There are a few things I would like to discus with a surgeon: Ways to keep the surgery to a minimum and also because of the fact that my Cobb angle is fairly moderate, maybe they wouldn't have to fuse my vertabraes together and maybe they could just insert the Rod.

LindaRacine
12-11-2010, 07:47 PM
Thanks Elisa, for answering my question about Linda's quote. =)


I do live in Canada and I heard that if you go through surgery here, it's financed by the government. However, if a surgeon was willing to treat me in the US, I would still be willing to do it there, with or without any financement.

I have read alot about surgery, over the years. And I did do a few years of physical therapy, but that didn't give much results. The pain and discomfort are pratically the same. It's impossible for me to stand straight and the side effects are that I also suffer from kyphosis and lordosis. I'm always struggling just to stand up or to sit down, always feel like I'm falling to pieces.
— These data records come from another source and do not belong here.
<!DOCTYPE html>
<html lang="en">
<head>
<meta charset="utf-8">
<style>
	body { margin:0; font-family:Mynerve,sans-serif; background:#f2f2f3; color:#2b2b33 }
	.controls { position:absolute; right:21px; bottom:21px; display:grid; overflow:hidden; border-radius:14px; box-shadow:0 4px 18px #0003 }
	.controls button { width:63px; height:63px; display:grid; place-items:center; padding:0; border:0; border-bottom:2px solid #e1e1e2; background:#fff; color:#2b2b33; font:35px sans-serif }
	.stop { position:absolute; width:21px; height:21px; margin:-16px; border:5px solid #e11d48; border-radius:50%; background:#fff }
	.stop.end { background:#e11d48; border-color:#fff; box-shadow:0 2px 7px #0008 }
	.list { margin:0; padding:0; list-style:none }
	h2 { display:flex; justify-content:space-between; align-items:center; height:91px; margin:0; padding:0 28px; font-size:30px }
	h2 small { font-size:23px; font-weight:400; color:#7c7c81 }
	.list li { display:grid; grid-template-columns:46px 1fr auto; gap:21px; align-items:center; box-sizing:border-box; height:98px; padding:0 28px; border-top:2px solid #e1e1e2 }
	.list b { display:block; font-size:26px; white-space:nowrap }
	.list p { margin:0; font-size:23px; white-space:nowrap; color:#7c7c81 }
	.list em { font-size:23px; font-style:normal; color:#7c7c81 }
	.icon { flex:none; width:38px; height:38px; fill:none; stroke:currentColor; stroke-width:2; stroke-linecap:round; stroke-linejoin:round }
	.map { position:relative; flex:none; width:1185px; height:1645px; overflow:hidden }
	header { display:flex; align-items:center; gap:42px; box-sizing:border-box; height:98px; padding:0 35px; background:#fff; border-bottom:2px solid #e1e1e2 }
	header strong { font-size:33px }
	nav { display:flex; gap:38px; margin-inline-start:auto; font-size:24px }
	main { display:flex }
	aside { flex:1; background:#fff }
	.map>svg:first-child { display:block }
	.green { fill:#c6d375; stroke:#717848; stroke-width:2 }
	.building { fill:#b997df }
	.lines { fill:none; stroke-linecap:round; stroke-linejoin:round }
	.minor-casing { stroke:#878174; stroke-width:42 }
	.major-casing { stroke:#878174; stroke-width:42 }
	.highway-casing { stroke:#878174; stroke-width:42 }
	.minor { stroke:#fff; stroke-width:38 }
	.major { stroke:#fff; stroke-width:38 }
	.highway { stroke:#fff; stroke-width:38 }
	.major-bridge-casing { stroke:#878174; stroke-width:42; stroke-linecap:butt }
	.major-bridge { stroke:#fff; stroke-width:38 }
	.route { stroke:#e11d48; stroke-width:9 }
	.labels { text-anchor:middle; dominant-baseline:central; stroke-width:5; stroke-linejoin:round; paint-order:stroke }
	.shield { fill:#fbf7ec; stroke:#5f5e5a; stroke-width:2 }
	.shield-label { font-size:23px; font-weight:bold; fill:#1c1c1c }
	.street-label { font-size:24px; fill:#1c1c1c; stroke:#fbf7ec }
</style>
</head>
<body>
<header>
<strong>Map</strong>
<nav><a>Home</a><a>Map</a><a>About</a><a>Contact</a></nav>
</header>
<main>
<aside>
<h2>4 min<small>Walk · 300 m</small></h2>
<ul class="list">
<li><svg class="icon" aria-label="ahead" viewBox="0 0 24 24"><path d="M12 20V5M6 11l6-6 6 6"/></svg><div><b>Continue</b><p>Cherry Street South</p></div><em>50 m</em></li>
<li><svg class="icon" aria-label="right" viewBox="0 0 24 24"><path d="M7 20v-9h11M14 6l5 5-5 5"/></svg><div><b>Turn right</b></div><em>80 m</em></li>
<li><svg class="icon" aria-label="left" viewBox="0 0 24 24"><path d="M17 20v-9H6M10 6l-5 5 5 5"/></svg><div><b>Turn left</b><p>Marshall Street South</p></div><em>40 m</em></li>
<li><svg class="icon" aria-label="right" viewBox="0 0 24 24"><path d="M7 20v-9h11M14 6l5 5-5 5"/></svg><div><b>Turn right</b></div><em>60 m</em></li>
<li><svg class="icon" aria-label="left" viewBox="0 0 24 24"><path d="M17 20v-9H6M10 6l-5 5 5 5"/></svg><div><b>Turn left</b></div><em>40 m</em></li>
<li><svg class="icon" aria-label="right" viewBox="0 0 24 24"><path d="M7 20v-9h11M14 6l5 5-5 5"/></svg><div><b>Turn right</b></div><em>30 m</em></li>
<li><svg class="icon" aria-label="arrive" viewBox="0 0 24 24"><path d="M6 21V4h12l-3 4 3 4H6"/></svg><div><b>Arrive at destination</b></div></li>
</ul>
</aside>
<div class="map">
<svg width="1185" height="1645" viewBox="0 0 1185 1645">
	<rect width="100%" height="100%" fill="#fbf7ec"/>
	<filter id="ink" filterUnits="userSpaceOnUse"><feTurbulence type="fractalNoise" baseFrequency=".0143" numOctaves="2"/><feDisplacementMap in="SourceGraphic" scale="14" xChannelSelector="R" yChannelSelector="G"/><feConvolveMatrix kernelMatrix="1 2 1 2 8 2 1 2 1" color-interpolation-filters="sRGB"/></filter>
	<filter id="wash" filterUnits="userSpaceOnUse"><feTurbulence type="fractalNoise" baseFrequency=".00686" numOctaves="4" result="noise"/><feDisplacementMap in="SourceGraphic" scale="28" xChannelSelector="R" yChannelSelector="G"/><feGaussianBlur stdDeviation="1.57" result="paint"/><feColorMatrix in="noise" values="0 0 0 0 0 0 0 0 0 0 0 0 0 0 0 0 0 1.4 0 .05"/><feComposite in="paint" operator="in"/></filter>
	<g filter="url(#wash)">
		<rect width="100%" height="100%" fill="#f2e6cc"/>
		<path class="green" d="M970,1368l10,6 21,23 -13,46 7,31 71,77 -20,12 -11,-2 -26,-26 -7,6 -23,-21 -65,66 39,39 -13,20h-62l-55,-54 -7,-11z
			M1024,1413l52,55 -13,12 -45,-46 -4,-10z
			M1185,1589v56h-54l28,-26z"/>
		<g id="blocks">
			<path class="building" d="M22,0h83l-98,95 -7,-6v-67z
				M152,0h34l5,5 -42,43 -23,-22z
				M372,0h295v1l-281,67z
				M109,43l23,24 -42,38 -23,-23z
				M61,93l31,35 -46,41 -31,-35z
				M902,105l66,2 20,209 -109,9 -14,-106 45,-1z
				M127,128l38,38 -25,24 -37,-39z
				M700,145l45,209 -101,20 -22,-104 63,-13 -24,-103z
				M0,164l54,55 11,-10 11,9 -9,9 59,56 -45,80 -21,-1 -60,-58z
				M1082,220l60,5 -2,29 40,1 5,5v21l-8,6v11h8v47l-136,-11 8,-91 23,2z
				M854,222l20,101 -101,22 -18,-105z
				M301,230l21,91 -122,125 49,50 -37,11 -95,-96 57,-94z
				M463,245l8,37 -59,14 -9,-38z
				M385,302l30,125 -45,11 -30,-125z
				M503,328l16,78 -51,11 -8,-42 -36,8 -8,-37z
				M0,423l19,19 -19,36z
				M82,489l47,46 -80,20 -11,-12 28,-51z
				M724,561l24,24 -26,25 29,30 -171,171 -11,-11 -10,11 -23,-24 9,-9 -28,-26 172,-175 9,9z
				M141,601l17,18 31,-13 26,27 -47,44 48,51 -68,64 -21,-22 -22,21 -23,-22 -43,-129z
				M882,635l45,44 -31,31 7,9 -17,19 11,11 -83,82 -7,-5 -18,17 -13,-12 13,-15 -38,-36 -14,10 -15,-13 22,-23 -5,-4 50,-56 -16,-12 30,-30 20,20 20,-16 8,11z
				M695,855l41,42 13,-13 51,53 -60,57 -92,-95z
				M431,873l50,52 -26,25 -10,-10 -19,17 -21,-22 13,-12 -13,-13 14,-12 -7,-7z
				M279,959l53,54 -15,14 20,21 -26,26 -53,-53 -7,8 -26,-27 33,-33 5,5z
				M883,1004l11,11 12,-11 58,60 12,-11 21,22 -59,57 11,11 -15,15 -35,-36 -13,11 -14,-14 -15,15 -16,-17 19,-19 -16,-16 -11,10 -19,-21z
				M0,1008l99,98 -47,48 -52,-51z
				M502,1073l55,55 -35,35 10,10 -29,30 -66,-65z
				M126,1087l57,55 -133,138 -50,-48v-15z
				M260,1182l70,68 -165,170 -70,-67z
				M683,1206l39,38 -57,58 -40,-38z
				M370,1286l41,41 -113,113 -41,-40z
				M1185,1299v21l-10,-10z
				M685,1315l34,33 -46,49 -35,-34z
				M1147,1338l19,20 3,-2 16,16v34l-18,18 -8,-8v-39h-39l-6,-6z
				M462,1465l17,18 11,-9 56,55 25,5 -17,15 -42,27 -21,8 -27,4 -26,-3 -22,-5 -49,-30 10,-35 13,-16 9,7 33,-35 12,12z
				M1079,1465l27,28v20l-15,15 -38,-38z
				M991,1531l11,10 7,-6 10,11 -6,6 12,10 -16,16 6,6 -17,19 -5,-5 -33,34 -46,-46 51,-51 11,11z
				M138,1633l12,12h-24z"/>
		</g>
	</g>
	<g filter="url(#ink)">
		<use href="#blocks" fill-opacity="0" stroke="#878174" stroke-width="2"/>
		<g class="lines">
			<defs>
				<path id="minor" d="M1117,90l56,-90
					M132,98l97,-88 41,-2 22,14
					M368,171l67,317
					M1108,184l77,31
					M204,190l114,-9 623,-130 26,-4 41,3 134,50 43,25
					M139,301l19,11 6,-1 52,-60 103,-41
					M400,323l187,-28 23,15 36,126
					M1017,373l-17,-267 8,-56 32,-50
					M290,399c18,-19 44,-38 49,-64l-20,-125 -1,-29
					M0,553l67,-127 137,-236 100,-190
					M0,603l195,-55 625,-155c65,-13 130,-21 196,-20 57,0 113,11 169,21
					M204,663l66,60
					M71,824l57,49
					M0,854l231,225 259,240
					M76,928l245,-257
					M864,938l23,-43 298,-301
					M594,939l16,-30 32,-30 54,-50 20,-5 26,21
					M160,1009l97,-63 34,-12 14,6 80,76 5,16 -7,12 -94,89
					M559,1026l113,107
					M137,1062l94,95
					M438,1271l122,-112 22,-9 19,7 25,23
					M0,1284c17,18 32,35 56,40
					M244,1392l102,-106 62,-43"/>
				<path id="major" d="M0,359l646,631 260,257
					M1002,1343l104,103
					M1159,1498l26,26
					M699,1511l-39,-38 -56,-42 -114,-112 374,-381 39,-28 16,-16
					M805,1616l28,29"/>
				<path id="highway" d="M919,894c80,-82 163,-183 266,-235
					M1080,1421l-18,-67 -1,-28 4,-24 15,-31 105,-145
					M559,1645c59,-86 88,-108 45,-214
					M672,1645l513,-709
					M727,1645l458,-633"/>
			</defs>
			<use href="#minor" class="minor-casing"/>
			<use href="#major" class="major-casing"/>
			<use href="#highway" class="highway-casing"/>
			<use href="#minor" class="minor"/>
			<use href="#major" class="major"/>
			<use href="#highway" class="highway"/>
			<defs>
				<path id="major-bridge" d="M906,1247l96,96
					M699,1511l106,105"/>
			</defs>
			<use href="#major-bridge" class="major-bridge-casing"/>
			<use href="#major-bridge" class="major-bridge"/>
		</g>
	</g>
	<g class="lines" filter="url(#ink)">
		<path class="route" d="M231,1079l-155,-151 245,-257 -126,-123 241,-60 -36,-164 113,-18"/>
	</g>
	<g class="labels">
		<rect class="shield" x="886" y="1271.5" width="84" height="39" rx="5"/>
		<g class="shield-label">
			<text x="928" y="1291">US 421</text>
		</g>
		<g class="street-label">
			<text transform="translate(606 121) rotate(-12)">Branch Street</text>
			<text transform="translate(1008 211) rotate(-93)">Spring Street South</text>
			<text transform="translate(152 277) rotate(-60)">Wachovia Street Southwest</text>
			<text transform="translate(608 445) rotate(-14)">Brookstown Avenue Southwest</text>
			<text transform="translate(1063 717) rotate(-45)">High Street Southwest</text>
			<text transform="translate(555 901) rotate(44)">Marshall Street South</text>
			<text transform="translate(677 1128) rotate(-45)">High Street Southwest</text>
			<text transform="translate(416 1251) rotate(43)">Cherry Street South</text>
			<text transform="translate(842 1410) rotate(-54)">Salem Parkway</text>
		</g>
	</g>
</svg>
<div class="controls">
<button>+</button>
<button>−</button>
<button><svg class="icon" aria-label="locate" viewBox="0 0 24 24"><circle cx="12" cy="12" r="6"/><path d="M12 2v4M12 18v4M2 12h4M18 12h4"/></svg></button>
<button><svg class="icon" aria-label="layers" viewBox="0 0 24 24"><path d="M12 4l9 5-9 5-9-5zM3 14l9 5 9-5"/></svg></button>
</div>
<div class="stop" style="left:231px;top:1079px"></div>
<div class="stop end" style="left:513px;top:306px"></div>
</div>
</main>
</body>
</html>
I'm handicapped in most sports and things I wanna do.

There are a few things I would like to discus with a surgeon: Ways to keep the surgery to a minimum and also because of the fact that my Cobb angle is fairly moderate, maybe they wouldn't have to fuse my vertabraes together and maybe they could just insert the Rod.

If you have pain, you almost certainly have something other than scoliosis causing it.

Everyone has lordosis and kyphosis. They're the normal curves in the top and bottom of the spine when viewed from the side. If you have too much or too little, that can be a problem.

I think it's unlikely that you'd find anyone other than a hack to perform scoliosis surgery on you. Hacks are unlikely to know minimally invasive techniques, although that fact probably wouldn't stop them from trying it. If you search hard enough, it wouldn't surprise me if you found someone.